▸ **Task details**
Each line below that contains the word "column" must be copied.

*** Material for this task Section Begins ***

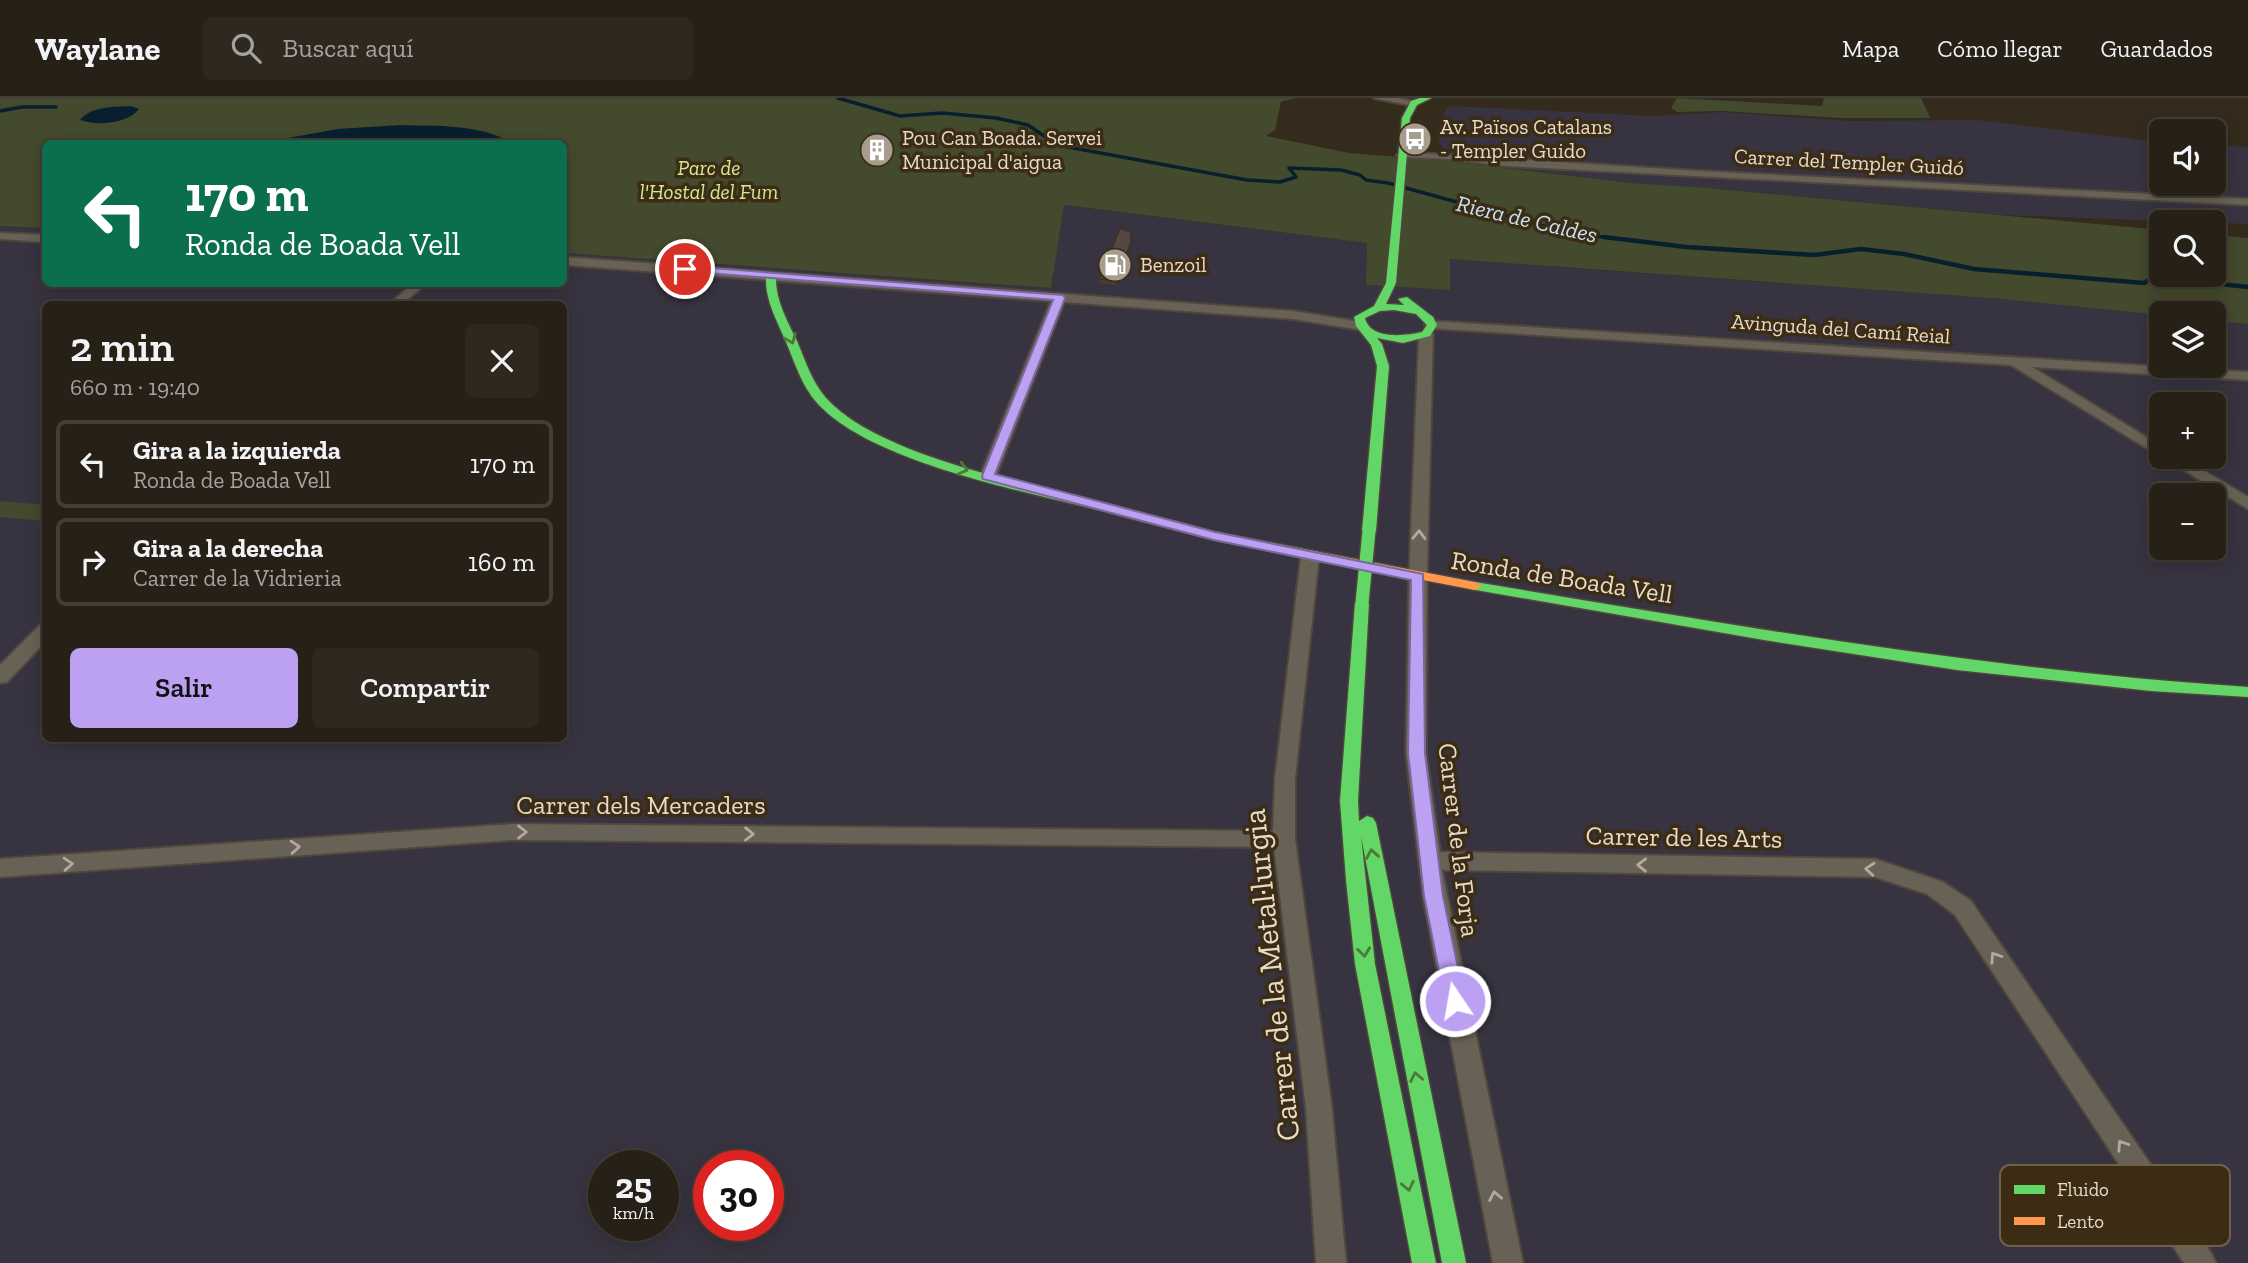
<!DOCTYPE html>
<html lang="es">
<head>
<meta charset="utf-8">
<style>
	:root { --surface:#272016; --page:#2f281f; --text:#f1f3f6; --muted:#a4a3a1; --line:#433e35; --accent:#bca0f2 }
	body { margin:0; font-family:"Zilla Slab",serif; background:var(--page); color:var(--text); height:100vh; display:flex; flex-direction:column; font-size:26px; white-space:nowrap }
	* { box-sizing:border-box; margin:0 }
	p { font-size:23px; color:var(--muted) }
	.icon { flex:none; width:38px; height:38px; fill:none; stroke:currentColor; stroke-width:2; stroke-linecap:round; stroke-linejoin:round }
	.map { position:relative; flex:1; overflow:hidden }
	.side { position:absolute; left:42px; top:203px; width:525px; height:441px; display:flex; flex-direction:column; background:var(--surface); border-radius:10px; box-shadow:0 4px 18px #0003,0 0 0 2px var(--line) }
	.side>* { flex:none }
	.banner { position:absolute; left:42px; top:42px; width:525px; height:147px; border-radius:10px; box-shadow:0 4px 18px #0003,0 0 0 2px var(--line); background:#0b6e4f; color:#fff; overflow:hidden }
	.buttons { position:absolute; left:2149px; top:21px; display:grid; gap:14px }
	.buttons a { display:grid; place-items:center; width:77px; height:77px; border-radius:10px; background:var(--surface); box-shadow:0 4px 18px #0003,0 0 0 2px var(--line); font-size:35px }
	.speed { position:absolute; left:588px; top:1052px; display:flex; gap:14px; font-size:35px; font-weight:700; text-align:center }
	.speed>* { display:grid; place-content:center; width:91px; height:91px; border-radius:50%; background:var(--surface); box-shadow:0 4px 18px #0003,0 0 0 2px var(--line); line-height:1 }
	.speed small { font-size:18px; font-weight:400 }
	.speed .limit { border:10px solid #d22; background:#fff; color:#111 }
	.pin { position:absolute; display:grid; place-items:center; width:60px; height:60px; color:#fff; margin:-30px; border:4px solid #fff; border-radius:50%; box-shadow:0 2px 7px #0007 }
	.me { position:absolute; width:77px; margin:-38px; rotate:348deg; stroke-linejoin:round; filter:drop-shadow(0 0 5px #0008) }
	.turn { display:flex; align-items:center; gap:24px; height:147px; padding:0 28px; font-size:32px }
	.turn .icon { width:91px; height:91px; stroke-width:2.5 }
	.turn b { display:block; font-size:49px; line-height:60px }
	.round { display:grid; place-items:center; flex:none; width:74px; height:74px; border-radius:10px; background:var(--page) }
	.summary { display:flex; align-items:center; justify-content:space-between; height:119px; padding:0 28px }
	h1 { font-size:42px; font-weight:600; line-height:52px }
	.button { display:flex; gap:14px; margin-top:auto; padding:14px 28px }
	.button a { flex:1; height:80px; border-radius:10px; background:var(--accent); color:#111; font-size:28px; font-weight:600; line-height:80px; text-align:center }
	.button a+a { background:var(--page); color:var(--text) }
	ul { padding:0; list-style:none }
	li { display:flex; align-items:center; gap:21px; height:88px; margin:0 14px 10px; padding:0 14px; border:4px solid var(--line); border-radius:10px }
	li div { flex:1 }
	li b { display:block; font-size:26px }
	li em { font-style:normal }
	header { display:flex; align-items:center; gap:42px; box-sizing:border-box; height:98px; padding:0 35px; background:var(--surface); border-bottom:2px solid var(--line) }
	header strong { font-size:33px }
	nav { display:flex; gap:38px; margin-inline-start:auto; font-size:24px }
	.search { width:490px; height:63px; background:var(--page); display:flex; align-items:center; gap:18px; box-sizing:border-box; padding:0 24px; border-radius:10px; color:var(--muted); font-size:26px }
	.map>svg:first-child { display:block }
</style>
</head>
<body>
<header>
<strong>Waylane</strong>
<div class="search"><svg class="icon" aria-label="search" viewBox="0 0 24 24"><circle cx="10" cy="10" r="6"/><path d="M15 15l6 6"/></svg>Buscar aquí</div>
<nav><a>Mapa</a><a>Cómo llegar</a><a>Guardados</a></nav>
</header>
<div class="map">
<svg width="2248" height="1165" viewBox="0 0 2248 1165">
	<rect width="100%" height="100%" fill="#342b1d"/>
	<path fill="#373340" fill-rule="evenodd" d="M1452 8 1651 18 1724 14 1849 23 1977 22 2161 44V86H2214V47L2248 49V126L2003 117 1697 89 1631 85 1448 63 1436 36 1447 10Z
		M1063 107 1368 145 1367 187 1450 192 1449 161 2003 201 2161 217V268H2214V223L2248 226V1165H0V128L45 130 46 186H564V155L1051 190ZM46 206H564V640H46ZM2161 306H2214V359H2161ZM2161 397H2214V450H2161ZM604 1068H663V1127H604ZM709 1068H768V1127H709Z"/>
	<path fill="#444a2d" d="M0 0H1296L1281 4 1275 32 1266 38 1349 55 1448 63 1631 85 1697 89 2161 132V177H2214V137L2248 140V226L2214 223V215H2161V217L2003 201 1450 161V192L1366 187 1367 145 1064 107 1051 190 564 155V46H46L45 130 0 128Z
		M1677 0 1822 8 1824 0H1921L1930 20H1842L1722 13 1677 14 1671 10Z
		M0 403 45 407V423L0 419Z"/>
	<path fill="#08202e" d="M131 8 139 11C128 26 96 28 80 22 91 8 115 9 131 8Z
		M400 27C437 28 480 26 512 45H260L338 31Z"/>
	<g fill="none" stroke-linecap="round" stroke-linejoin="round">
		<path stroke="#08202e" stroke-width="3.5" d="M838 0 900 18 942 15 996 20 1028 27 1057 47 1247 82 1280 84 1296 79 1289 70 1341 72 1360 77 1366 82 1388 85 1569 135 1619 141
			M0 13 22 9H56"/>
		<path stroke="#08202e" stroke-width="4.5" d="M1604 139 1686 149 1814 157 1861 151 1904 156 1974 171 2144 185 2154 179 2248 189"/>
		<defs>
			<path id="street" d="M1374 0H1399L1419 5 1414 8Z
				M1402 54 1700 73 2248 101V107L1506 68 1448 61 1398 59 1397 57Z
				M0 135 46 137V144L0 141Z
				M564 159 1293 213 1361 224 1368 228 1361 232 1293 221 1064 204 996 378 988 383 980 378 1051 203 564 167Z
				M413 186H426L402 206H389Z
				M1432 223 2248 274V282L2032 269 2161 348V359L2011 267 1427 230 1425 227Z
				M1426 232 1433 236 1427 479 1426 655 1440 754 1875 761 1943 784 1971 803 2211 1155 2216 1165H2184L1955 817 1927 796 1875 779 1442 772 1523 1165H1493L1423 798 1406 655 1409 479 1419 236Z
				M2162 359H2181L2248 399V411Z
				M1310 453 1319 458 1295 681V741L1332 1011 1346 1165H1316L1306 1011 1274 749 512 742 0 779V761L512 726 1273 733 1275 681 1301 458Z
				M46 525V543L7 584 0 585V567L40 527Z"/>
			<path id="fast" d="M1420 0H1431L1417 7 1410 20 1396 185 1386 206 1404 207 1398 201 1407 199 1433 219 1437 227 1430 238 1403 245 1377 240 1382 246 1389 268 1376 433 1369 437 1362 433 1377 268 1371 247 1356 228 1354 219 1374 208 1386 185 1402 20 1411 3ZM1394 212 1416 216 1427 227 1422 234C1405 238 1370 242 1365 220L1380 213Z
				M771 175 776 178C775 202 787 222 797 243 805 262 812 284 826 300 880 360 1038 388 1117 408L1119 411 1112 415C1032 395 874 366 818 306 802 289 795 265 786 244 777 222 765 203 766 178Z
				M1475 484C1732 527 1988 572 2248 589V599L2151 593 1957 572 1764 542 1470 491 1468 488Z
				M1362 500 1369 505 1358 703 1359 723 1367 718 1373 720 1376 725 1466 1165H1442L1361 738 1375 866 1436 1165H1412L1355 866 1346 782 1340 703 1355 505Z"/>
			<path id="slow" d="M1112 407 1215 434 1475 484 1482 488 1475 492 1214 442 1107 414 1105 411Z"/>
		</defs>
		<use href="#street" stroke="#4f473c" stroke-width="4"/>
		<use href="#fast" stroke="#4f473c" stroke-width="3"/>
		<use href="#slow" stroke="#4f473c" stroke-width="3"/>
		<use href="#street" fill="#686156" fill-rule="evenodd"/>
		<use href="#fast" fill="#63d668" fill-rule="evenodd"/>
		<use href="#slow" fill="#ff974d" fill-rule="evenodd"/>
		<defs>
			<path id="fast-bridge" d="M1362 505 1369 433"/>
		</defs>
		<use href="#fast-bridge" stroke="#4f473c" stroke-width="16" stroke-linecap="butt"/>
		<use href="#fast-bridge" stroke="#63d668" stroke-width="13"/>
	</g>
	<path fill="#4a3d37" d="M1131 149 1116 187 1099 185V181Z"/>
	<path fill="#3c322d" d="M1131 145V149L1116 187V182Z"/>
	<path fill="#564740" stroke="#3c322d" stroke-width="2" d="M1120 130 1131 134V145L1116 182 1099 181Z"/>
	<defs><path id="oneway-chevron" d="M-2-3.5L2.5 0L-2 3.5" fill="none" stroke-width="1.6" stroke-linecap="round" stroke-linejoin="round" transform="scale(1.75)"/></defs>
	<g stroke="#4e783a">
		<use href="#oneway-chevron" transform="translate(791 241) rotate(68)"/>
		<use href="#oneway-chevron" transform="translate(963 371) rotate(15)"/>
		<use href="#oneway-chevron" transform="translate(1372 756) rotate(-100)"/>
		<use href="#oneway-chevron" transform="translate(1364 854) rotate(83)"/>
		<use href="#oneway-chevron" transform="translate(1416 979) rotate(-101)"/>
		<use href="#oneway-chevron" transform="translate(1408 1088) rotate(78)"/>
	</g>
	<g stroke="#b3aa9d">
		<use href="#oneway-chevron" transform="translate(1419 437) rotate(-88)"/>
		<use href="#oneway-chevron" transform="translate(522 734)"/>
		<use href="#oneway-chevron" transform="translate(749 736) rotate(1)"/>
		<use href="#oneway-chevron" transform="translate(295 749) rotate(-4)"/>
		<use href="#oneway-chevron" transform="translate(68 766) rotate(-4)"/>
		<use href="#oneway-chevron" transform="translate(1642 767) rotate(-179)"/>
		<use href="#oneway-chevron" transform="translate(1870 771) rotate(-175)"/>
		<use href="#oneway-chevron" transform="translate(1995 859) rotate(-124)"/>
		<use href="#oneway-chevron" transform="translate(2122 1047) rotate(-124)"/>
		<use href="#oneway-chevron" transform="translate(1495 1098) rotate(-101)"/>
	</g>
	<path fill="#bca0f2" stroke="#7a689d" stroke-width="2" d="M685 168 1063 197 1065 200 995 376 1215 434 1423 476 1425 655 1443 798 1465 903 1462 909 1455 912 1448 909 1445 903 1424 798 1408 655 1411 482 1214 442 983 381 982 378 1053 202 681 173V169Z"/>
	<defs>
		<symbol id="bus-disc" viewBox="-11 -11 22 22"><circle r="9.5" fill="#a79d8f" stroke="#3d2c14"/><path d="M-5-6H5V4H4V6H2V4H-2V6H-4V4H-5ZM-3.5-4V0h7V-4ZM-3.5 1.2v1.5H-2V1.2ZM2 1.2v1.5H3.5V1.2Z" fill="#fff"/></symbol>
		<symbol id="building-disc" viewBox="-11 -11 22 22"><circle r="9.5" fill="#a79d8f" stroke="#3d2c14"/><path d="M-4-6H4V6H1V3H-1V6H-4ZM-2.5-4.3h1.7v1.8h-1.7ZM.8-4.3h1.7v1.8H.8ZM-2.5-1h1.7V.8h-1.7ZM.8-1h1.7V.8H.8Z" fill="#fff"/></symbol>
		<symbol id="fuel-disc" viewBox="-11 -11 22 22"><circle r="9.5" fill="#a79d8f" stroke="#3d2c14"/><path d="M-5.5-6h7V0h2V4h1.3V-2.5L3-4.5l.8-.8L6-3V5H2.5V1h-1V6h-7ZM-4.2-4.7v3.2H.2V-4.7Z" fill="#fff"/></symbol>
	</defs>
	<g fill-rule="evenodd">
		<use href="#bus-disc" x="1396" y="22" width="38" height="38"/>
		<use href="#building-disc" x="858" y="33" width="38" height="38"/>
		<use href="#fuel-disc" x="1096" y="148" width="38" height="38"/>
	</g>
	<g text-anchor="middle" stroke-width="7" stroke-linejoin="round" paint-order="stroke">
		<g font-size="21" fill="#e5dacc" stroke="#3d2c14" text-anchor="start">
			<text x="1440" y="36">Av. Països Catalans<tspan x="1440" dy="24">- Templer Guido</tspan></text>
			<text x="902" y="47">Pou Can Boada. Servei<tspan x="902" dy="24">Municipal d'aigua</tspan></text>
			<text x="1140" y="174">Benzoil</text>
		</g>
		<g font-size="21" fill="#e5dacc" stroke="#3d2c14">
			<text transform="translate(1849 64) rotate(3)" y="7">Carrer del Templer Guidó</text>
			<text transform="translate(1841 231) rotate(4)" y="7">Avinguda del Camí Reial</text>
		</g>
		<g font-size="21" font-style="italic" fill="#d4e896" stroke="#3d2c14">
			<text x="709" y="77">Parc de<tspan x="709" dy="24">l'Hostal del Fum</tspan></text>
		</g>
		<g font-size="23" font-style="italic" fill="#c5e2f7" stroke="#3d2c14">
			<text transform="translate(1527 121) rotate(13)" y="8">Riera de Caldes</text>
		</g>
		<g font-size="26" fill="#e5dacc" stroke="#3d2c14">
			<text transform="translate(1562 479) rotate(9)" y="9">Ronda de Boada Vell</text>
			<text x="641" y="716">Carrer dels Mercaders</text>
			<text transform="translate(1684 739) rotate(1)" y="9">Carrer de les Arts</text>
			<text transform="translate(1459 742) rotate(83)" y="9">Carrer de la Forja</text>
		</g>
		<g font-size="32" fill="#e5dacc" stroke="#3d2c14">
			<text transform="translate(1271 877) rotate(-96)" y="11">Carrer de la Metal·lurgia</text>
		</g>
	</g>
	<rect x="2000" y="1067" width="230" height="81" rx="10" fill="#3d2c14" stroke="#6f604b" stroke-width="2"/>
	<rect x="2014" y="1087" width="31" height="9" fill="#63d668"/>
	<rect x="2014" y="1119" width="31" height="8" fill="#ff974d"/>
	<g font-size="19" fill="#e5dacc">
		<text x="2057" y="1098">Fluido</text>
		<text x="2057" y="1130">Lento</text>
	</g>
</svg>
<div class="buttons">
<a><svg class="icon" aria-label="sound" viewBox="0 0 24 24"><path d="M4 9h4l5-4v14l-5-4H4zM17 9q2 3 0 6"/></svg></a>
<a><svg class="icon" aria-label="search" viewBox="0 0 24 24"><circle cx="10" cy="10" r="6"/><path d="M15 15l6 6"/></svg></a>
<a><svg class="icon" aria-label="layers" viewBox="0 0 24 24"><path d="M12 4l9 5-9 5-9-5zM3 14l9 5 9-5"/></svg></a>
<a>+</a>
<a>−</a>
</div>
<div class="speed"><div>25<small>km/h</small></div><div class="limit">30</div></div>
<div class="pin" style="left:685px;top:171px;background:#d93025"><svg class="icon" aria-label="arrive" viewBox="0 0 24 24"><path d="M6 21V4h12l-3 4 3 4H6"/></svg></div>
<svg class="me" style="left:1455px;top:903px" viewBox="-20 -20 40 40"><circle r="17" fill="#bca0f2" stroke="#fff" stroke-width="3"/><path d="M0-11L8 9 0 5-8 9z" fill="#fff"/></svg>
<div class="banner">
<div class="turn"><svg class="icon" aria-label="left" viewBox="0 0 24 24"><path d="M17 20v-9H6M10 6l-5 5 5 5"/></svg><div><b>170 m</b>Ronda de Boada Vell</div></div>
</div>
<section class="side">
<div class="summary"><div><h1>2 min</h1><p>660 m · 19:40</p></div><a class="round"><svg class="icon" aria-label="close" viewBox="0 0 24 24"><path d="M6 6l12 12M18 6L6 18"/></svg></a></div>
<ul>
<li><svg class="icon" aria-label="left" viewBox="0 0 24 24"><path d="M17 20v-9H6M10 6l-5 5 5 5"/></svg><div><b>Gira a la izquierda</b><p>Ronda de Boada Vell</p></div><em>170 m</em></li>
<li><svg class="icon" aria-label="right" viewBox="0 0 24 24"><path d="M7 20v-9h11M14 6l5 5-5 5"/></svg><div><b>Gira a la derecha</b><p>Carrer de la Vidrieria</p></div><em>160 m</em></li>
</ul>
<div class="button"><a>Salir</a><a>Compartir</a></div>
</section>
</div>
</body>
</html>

*** Material for this task Section Ends ***

▸ **Exercise answer**
	body { margin:0; font-family:"Zilla Slab",serif; background:var(--page); color:var(--text); height:100vh; display:flex; flex-direction:column; font-size:26px; white-space:nowrap }
	.side { position:absolute; left:42px; top:203px; width:525px; height:441px; display:flex; flex-direction:column; background:var(--surface); border-radius:10px; box-shadow:0 4px 18px #0003,0 0 0 2px var(--line) }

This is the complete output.